We charge $50 unless the job gets to be 5k or above and then we back off a bit. Frankly I don't know of anyone in my area in any business charging $90 an hour. My CPA gets $60. So I do believe that David has at least a point of it depends on where you are. You can provide excellent service (I think we do) and good salemanship (working hard at it) but you can still only up sell so far in comparison to your enviroment.

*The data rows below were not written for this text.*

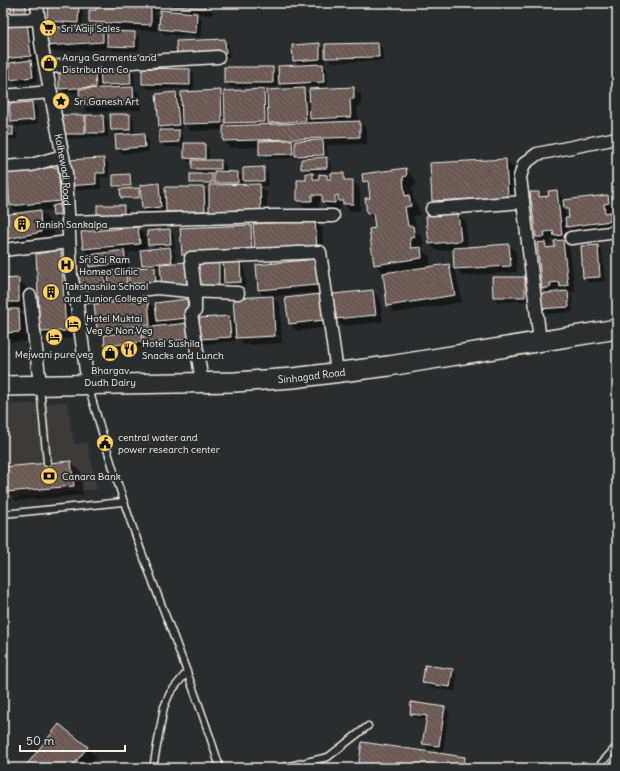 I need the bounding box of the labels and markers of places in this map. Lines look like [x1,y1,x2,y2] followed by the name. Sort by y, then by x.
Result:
[38,18,58,38] supermarket icon: Sri Aaiji Sales
[61,22,120,35] place label: Sri Aaiji Sales
[62,51,157,76] place label: Aarya Garments and Distribution Co
[39,53,59,73] shop icon: Aarya Garments and Distribution Co
[51,91,71,111] place icon: Sri Ganesh Art
[74,95,140,108] place label: Sri Ganesh Art
[12,214,32,234] building icon: Tanish Sankalpa
[35,218,108,231] place label: Tanish Sankalpa
[79,253,138,278] place label: Sri Sai Ram Homeo Clinic
[56,255,76,275] hospital icon: Sri Sai Ram Homeo Clinic
[64,280,148,305] place label: Takshashila School and Junior College
[41,282,61,302] building icon: Takshashila School and Junior College
[86,312,153,337] place label: Hotel Muktai Veg & Non Veg
[63,314,83,334] hotel icon: Hotel Muktai Veg & Non Veg
[44,327,64,347] hotel icon: Mejwani pure veg
[142,337,224,362] place label: Hotel Sushila Snacks and Lunch
[119,339,139,359] restaurant icon: Hotel Sushila Snacks and Lunch
[100,343,120,363] shop icon: Bhargav Dudh Dairy
[15,348,93,361] place label: Mejwani pure veg
[84,364,136,389] place label: Bhargav Dudh Dairy
[118,431,220,456] place label: central water and power research center
[95,433,115,453] public building icon: central water and power research center
[39,466,59,486] bank icon: Canara Bank
[62,470,121,483] place label: Canara Bank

Some costs that might be relavent. We can still buy the occasional house here for 15-20k. A really nice house 4k sf or so built in the last 10 years is 500k. You can rent the nicest house available to rent for $1200 a month and a very livable one for $600. Just some comparisons. DanT
DanT - "We charge $50 unless the job gets to be 5k or above and then we back off a bit. Frankly I don't know of anyone in my area in any business charging $90 an hour. My CPA gets $60. So I do believe that David has at least a point of it depends on where you are."
I know David knows that, he a smart guy, but he didn't say that. He just categorically said "no one will pay $90 per hour" without saying something qualifying like "no one will pay $90 per hour where DanT is" which is probably true. So I called him on that. Like I say over and over talking about the actual $$ figures is confusing, misleading, and dangerous. Talk about the method, not the numbers.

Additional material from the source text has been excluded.